Can you discuss some of the ways IBM has been promoting green IT and how IBM's Global Technology Services (GTS) is
helping clients redesign data centers?
We've focused on designing data centers to be the most cost-effective
solutions while providing flexibility to meet clients' unpredictable changes in
IT demand-and to do it in a manner which is faster to deployment. In the past
few years we've designed over 400 data centers around the world with a modular,
"plug and play" approach, which has provided clients with 20 to 30
percent lower energy costs than traditional methods. The client response has
been tremendous-according to recent industry surveys, over 80 percent of
clients plan to adopt the plug-and-play approach, a drastic increase from a
reported 11 percent only two years ago.
Would you explain the distinction
between the "plug and play" approach that IBM provides in this space versus the
traditional data center touted by other providers?
A traditional approach includes a large, monolithic data center build that
is filled over time as capacity needs of the business increase. This approach
was effective when technology power and cooling requirements remained
relatively stable and business growth was predictable. IBM's
modular, plug-and-play approach is more cost-effective and flexible by allowing
clients to build in smaller increments, pay as they grow and add capacity when
needed. Consequently, deferring as much as 40 to 50 percent of the capital and
operating costs. Along with increased changes in technology rates and
unpredictability in most businesses, our approach (a design with additional
space for components such as UPS, chillers
and cooling) allows the data center to be more flexible by adopting to change.

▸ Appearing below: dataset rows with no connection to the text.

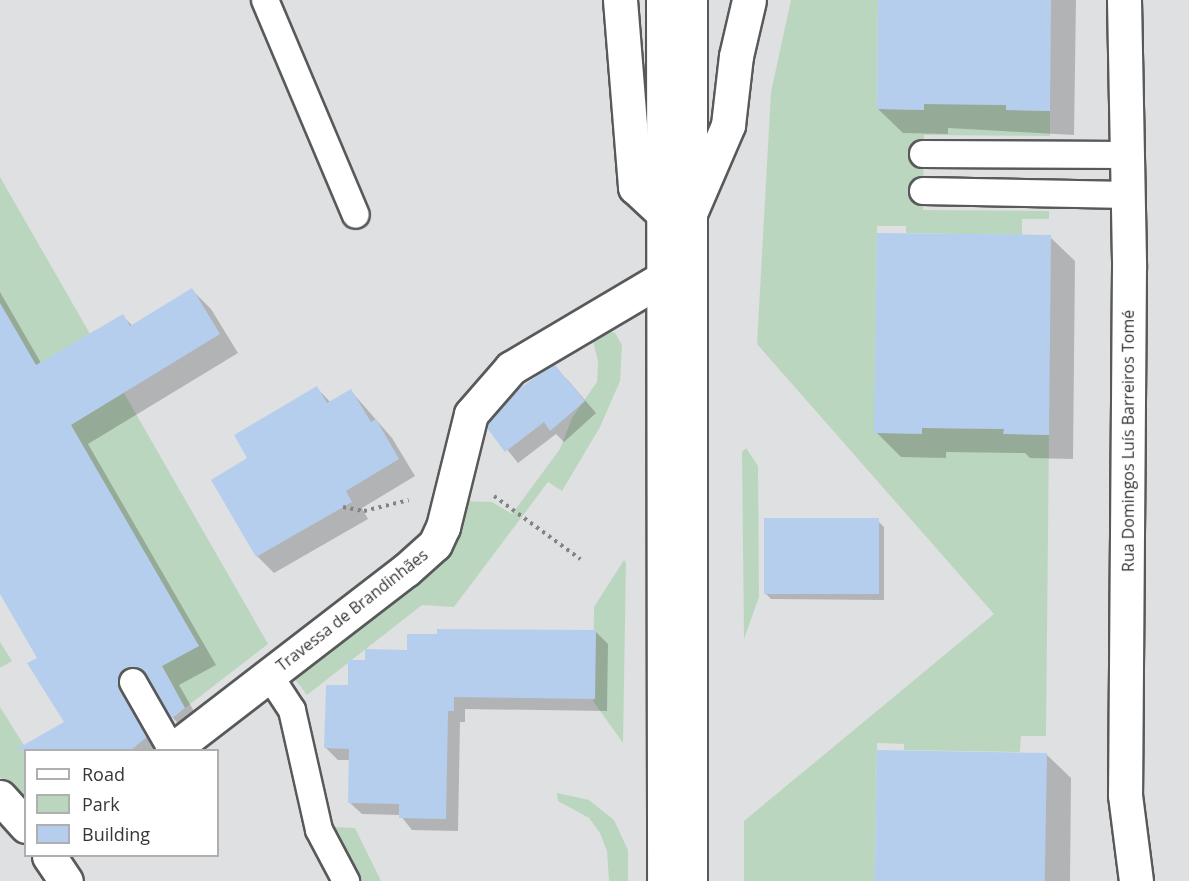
<!DOCTYPE html>
<html>
<head>
<meta charset="utf-8">
<style>
  body { margin:0 }
  #map { position:relative; width:1189px; height:881px; overflow:hidden; background:#dfe0e1; font-family:"Open Sans",sans-serif }
  div>[style] { position:absolute }
  .green>* { inset:0; background:#bbd6bf }
  .shadow>* { inset:0; background:#0003 }
  .building>* { inset:0; background:#b6ceed; transform-origin:0 0 }
  .path>* { height:4px; margin-top:-2px; transform-origin:0; background:repeating-linear-gradient(90deg,#838384 0 3px,transparent 0 7.5px) }
  .roads { filter:drop-shadow(2px 0 #58595a) drop-shadow(-2px 0 #58595a) drop-shadow(0 2px #58595a) drop-shadow(0 -2px #58595a) }
  .service>* { height:26px; margin:-13px; padding:0 13px; transform-origin:13px; border-radius:13px; background:#fff }
  .minor>* { height:33px; margin:-16.5px; padding:0 16.5px; transform-origin:16.5px; border-radius:16.5px; background:#fff }
  .trunk>* { height:33px; margin:-16.5px; padding:0 16.5px; transform-origin:16.5px; border-radius:16.5px; background:#fff }
  .motorway>* { height:33px; margin:-16.5px; padding:0 16.5px; transform-origin:16.5px; border-radius:16.5px; background:#fff }
  span { translate:-50% -50%; white-space:nowrap; text-align:center; line-height:1.15; -webkit-text-stroke:6px #fff; paint-order:stroke }
  .street-label { font-size:16px; color:#363636 }
  .legend { position:absolute; left:24px; top:749px; width:195px; height:108px; box-sizing:border-box; background:#fff; border:2px solid #afafaf; margin:0; padding:8px 10px; list-style:none; font-size:18px; color:#363636 }
  .legend li { display:flex; align-items:center; gap:12px; height:30px }
  .legend b { width:30px; border:2px solid #afafaf }
</style>
</head>
<body>
<div id="map">
  <div class="green">
    <i style="clip-path:polygon(791px 0,878px 0,877px 109px,923px 110px,924px 104px,1006px 105px,1006px 110px,1050px 111px,1050px 136px,924px 135px,923px 210px,1049px 211px,1049px 219px,1022px 219px,1022px 235px,906px 233px,906px 226px,877px 226px,875px 433px,922px 428px,1004px 429px,1004px 434px,1049px 435px,1046px 736px,1021px 736px,1020px 752px,904px 750px,904px 744px,877px 743px,875px 881px,744px 881px,744px 821px,994px 614px,757px 344px,771px 92px)"></i>
    <i style="clip-path:polygon(0 177px,268px 644px,185px 708px,162px 666px,198px 646px,0 303px)"></i>
    <i style="clip-path:polygon(606px 331px,615px 333px,622px 345px,620px 381px,600px 427px,562px 491px,548px 482px,454px 607px,422px 605px,307px 695px,291px 674px,461px 501px,492px 502px,512px 514px,560px 449px,572px 418px,597px 382px,598px 361px,591px 333px)"></i>
    <i style="clip-path:polygon(746px 448px,758px 466px,759px 597px,744px 639px,742px 452px)"></i>
    <i style="clip-path:polygon(624px 560px,626px 563px,623px 743px,593px 701px,594px 607px)"></i>
    <i style="clip-path:polygon(0 642px,12px 661px,0 668px)"></i>
    <i style="clip-path:polygon(0 707px,27px 750px,25px 805px,0 777px)"></i>
    <i style="clip-path:polygon(557px 793px,589px 800px,614px 820px,628px 850px,628px 881px,609px 881px,607px 851px,600px 833px,589px 818px,558px 801px)"></i>
    <i style="clip-path:polygon(332px 827px,355px 828px,381px 881px,360px 881px)"></i>
  </div>
  <div class="shadow">
    <i style="clip-path:polygon(880px 0,1076px 0,1074px 135px,948px 128px,948px 134px,903px 133px,878px 109px)"></i>
    <i style="clip-path:polygon(1050px 237px,1075px 261px,1073px 459px,1030px 458px,1025px 453px,946px 452px,946px 458px,901px 457px,876px 432px)"></i>
    <i style="clip-path:polygon(192px 290px,211px 309px,238px 353px,88px 444px,216px 665px,179px 685px,203px 727px,191px 737px,173px 718px,154px 685px,144px 688px,162px 750px,45px 750px,39px 739px,66px 723px,39px 659px,0 591px,0 292px,41px 363px,122px 316px,133px 326px)"></i>
    <i style="clip-path:polygon(566px 378px,596px 413px,564px 442px,556px 434px,518px 463px,489px 427px)"></i>
    <i style="clip-path:polygon(317px 388px,331px 403px,351px 391px,392px 438px,415px 476px,362px 508px,368px 519px,274px 573px,257px 556px,213px 480px,249px 459px)"></i>
    <i style="clip-path:polygon(878px 521px,884px 527px,884px 600px,771px 599px,765px 593px)"></i>
    <i style="clip-path:polygon(596px 632px,608px 644px,607px 711px,465px 709px,465px 722px,460px 722px,458px 831px,412px 830px,400px 815px,362px 814px,349px 802px,350px 760px,338px 760px,326px 748px,350px 686px,366px 662px,408px 652px)"></i>
    <i style="clip-path:polygon(1046px 754px,1071px 778px,1070px 881px,876px 881px)"></i>
  </div>
  <div class="building">
    <i style="clip-path:polygon(878px 0,1051px 0,1050px 111px,1006px 110px,1006px 105px,924px 104px,924px 110px,877px 109px)"></i>
    <i style="clip-path:polygon(877px 233px,1051px 235px,1049px 435px,1003px 434px,1004px 429px,922px 428px,922px 434px,874px 433px)"></i>
    <i style="clip-path:polygon(192px 288px,220px 334px,71px 425px,199px 646px,162px 666px,185px 708px,171px 719px,146px 675px,132px 667px,120px 674px,118px 683px,147px 737px,131px 750px,15px 750px,64px 722px,27px 663px,37px 658px,0 594px,0 303px,36px 365px,123px 314px,130px 326px)"></i>
    <i style="clip-path:polygon(554px 364px,585px 401px,550px 431px,544px 422px,505px 452px,487px 428px,490px 421px,516px 391px)"></i>
    <i style="clip-path:polygon(317px 386px,327px 403px,351px 389px,371px 422px,376px 419px,399px 459px,346px 491px,352px 502px,256px 557px,211px 480px,247px 458px,234px 435px)"></i>
    <i style="left:764px;top:518px;width:115px;height:76px"></i>
    <i style="clip-path:polygon(437px 629px,596px 630px,595px 699px,454px 697px,454px 711px,448px 711px,446px 819px,399px 818px,399px 804px,348px 803px,349px 749px,324px 748px,326px 685px,348px 685px,348px 660px,365px 660px,365px 649px,407px 650px,407px 634px,437px 634px)"></i>
    <i style="left:877px;top:750px;width:170px;height:131px;rotate:1deg"></i>
  </div>
  <div class="path">
    <i style="left:494px;top:496px;width:107px;rotate:36.2deg"></i>
    <i style="left:343px;top:507px;width:21px;rotate:11deg"></i>
    <i style="left:364px;top:511px;width:46px;rotate:-13.7deg"></i>
  </div>
  <div class="roads">
    <div class="service">
      <i style="left:265px;top:0;width:233px;rotate:67.1deg"></i>
      <i style="left:923px;top:154px;width:205px;rotate:0.3deg"></i>
      <i style="left:923px;top:191px;width:205px;rotate:1.1deg"></i>
      <i style="left:269px;top:675px;width:42px;rotate:56.7deg"></i>
      <i style="left:292px;top:710px;width:123px;rotate:77.3deg"></i>
      <i style="left:319px;top:830px;width:58px;rotate:62.1deg"></i>
      <i style="left:133px;top:682px;width:78px;rotate:60.2deg"></i>
    </div>
    <div class="minor">
      <i style="left:1124px;top:0;width:268px;rotate:88.9deg"></i>
      <i style="left:1129px;top:268px;width:527px;rotate:90.43deg"></i>
      <i style="left:1125px;top:795px;width:87px;rotate:82.7deg"></i>
      <i style="left:172px;top:750px;width:295px;rotate:-37.6deg"></i>
      <i style="left:406px;top:570px;width:39px;rotate:-42deg"></i>
      <i style="left:435px;top:544px;width:19px;rotate:-65deg"></i>
      <i style="left:443px;top:527px;width:116px;rotate:-76.1deg"></i>
      <i style="left:471px;top:414px;width:61px;rotate:-49deg"></i>
      <i style="left:511px;top:368px;width:177px;rotate:-30.6deg"></i>
      <i style="left:0;top:797px;width:39px;rotate:48deg"></i>
      <i style="left:49px;top:856px;width:30px;rotate:56deg"></i>
    </div>
    <div class="trunk">
      <i style="left:663px;top:0;width:881px;rotate:89.93deg"></i>
      <i style="left:690px;top:0;width:881px;rotate:90deg"></i>
    </div>
    <div class="motorway">
      <i style="left:620px;top:0;width:188px;rotate:85.4deg"></i>
      <i style="left:635px;top:187px;width:40px;rotate:43deg"></i>
      <i style="left:691px;top:211px;width:94px;rotate:-66.7deg"></i>
      <i style="left:728px;top:125px;width:69px;rotate:-83.4deg"></i>
      <i style="left:736px;top:56px;width:57px;rotate:-76.9deg"></i>
    </div>
  </div>
  <div class="street-label">
    <span style="left:1128px;top:441px;rotate:-90deg">Rua Domingos Luís Barreiros Tomé</span>
    <span style="left:352px;top:610px;rotate:-38deg">Travessa de Brandinhães</span>
  </div>
  <ul class="legend">
  <li><b style="height:8px;background:#fff"></b>Road</li>
  <li><b style="height:16px;background:#bbd6bf"></b>Park</li>
  <li><b style="height:16px;background:#b6ceed"></b>Building</li>
  </ul>
</div>
</body>
</html>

IBM's collaboration with the world's leading
providers of data center physical infrastructure equipment has helped to bring
out this vision of "plug and play" data centers to market. Can
you discuss the role of this ecosystem?
We believe that increasingly efficient use of capital and operational costs
cannot be driven by one company. Rather, the technologies should encompass the
expertise from multiple companies. IBM is
establishing a new leadership approach to data center design that helps to
solve many of the past cost and flexibility challenges-allowing clients to plug
in more cooling and power capacity as necessary. The mechanical and electrical
equipment which runs the data center represents over 60 percent of the capital
costs to build a new data center. IBM
believes working collaboratively with the world's leading suppliers in power,
cooling, monitoring and management and network cabling are critical to the
adoption of a data center which can scale on-demand and significantly reduce
capital and operating costs. Moreover, these partnerships allow us to go to
market on a global scale with innovative solutions.